The per user checks need to taking into account the minimum user percent as
well as the user limit factor (like it did in previous version of the patch).
Ideally this is dynamically figured out instead of it being hardcoded like
before since you could have a user limit % at like 20%, but if there is only 2
users each user really gets 50%. That could be complicated based on the timing
of things. The downside to the dynamic is that it makes it much harder for
users to understand why there job might not be launched. It might make more
sense to keep the formula similar to before where it uses both user limit
factor and user limit percent for now and file a separate jira to investigate
making that more dynamic. That jira could also look into addressing the
amresource percent applying to the absolute max capacity.
- can you update the web services documentation
(./hadoop-yarn-project/hadoop-yarn/hadoop-yarn-site/src/site/apt/ResourceManagerRest.apt.vm)
- we can remove the "Per Queue" from the web ui: Max AM Resource Per Queue
Percent. I think we can remove the "PerQueue" bit from the REST web services
too: maxAMResourcePerQueuePercent -> maxAMResourcePercent
- we are keeping the AM used resource percent at the user level. It might be
nice to print output this atleast through the REST webservices. It would be
nice to have in the UI too but I'm a bit afraid its going to get to cluttered
there.
- the REST webservices print out of the amUsedResources should be of type
ResourceInfo so that you get it in separated fields like:
<amResourcesUsed>
<memory>4096</memory>
<vCores>2</vCores>
</amResourcesUsed>
The old format that we kept for backwards compatibility was:
<usedResources><memory:4096, vCores:2></usedResources>. We don't need that
format since this is new.
- TestApplicationLimits - remove the old comment - // set max active to 2
- TestApplicationLimits - why are you multiplying by the userLimitFactor?

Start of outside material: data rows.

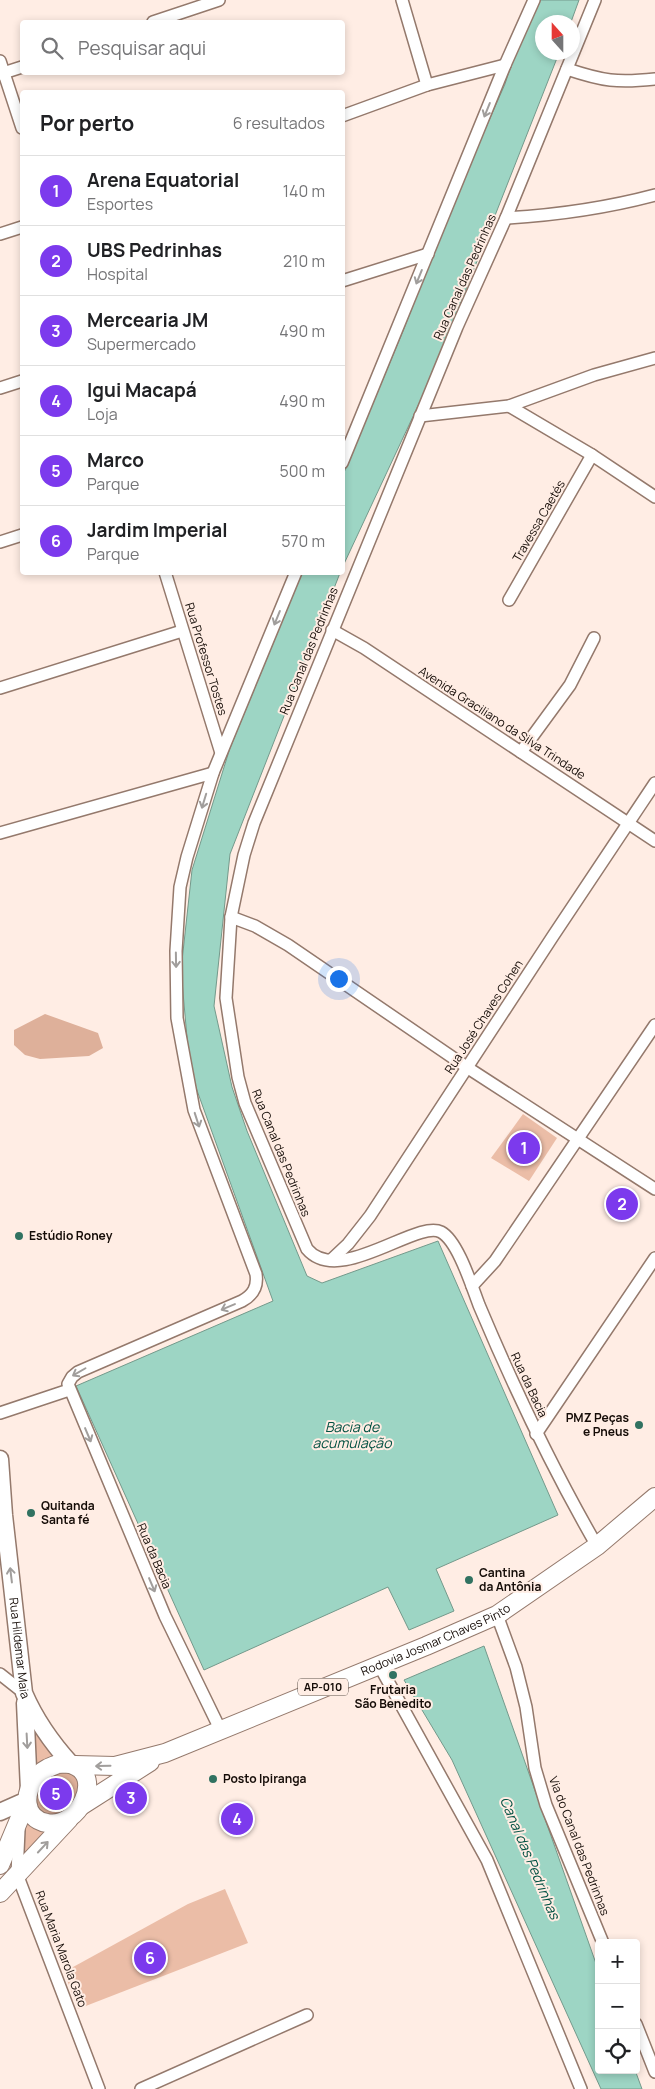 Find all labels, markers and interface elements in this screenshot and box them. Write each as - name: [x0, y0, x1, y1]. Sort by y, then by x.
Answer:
- north arrow: [535, 15, 580, 60]
- search box: [20, 20, 345, 75]
- icon: search: [38, 34, 66, 62]
- text: Pesquisar aqui: [78, 35, 206, 61]
- one-way arrow: [481, 102, 491, 117]
- text: Por perto: [40, 109, 134, 137]
- text: 6 resultados: [233, 112, 325, 134]
- text: Arena Equatorial: [87, 167, 239, 193]
- text: 1: [52, 180, 60, 202]
- text: 140 m: [283, 180, 325, 202]
- text: Esportes: [87, 193, 153, 215]
- street label: Rua Canal das Pedrinhas: [429, 211, 500, 342]
- text: UBS Pedrinhas: [87, 237, 222, 263]
- text: 2: [51, 250, 61, 272]
- text: 210 m: [283, 250, 325, 272]
- text: Hospital: [87, 263, 148, 285]
- one-way arrow: [413, 269, 423, 284]
- text: Mercearia JM: [87, 307, 208, 333]
- text: 3: [51, 320, 61, 342]
- text: 490 m: [279, 320, 325, 342]
- text: Supermercado: [87, 333, 196, 355]
- text: Igui Macapá: [87, 377, 197, 403]
- text: 4: [51, 390, 61, 412]
- text: 490 m: [279, 390, 325, 412]
- text: Loja: [87, 403, 118, 425]
- text: Marco: [87, 447, 144, 473]
- text: 5: [51, 460, 61, 482]
- text: 500 m: [279, 460, 325, 482]
- text: Parque: [87, 473, 139, 495]
- street label: Travessa Caetés: [508, 477, 569, 565]
- text: Jardim Imperial: [87, 517, 228, 543]
- text: 6: [51, 530, 61, 552]
- text: 570 m: [281, 530, 325, 552]
- text: Parque: [87, 543, 139, 565]
- street label: Rua Canal das Pedrinhas: [275, 585, 342, 717]
- street label: Rua Professor Tostes: [181, 600, 232, 717]
- one-way arrow: [272, 609, 281, 625]
- street label: Avenida Graciliano da Silva Trindade: [415, 662, 589, 783]
- one-way arrow: [199, 793, 209, 809]
- one-way arrow: [171, 952, 181, 968]
- street label: Rua José Chaves Cohen: [440, 957, 527, 1077]
- your location: [326, 966, 352, 992]
- street label: Rua Canal das Pedrinhas: [248, 1087, 315, 1219]
- one-way arrow: [193, 1112, 202, 1128]
- pin: 1: [508, 1129, 540, 1167]
- pin: 2: [606, 1185, 638, 1223]
- place label: Estúdio Roney: [29, 1227, 113, 1244]
- marker: Estúdio Roney: [13, 1230, 25, 1242]
- one-way arrow: [221, 1303, 236, 1312]
- street label: Rua da Bacia: [507, 1350, 552, 1420]
- one-way arrow: [73, 1368, 87, 1378]
- place label: PMZ Peças e Pneus: [566, 1409, 630, 1440]
- water label: Bacia de acumulação: [313, 1417, 392, 1452]
- marker: PMZ Peças e Pneus: [633, 1419, 645, 1431]
- one-way arrow: [84, 1427, 94, 1442]
- place label: Quitanda Santa fé: [41, 1497, 95, 1528]
- marker: Quitanda Santa fé: [25, 1507, 37, 1519]
- street label: Rua da Bacia: [133, 1520, 176, 1591]
- place label: Cantina da Antônia: [479, 1564, 541, 1595]
- one-way arrow: [6, 1568, 16, 1584]
- marker: Cantina da Antônia: [463, 1574, 475, 1586]
- one-way arrow: [147, 1577, 157, 1592]
- street label: Rua Hildemar Maia: [5, 1597, 34, 1701]
- street label: Rodovia Josmar Chaves Pinto: [358, 1599, 514, 1680]
- marker: Frutaria São Benedito: [387, 1669, 399, 1681]
- road number: AP-010: [298, 1678, 348, 1695]
- place label: Frutaria São Benedito: [355, 1681, 431, 1712]
- one-way arrow: [22, 1733, 31, 1749]
- one-way arrow: [95, 1761, 112, 1771]
- place label: Posto Ipiranga: [223, 1770, 307, 1787]
- marker: Posto Ipiranga: [207, 1773, 219, 1785]
- street label: Via do Canal das Pedrinhas: [545, 1774, 614, 1918]
- pin: 5: [40, 1775, 72, 1813]
- pin: 3: [115, 1779, 147, 1817]
- water label: Canal das Pedrinhas: [496, 1794, 565, 1923]
- pin: 4: [221, 1800, 253, 1838]
- one-way arrow: [37, 1840, 49, 1853]
- street label: Rua Maria Marola Gato: [31, 1888, 92, 2009]
- pin: 6: [134, 1939, 166, 1977]
- map controls: [595, 1939, 640, 2074]
- button: +: [595, 1939, 640, 1984]
- button: −: [595, 1984, 640, 2029]
- button: locate: [595, 2029, 640, 2074]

+ Resource queueResource = Resources.multiply(clusterResources,
+ queue.getAbsoluteCapacity() * queue.getUserLimitFactor());
- what are the changes in TestClientTokens.java?
- In the MiniYarnCluster why are we setting the AM resource percent to 100%?
> Capacity Scheduler can hang when submit many jobs concurrently
> --------------------------------------------------------------
>
> Key: YARN-276
> URL: https://issues.apache.org/jira/browse/YARN-276
> Project: Hadoop YARN
> Issue Type: Bug
> Components: capacityscheduler
> Affects Versions: 3.0.0, 2.0.1-alpha
> Reporter: nemon lou
> Assignee: nemon lou
> Labels: incompatible
> Attachments: YARN-276.patch, YARN-276.patch, YARN-276.patch,
> YARN-276.patch, YARN-276.patch, YARN-276.patch, YARN-276.patch,
> YARN-276.patch, YARN-276.patch, YARN-276.patch, YARN-276.patch,
> YARN-276.patch, YARN-276.patch, YARN-276.patch, YARN-276.patch
>
> Original Estimate: 24h
> Remaining Estimate: 24h
>
> In hadoop2.0.1,When i submit many jobs concurrently at the same time,Capacity
> scheduler can hang with most resources taken up by AM and don't have enough
> resources for tasks.And then all applications hang there.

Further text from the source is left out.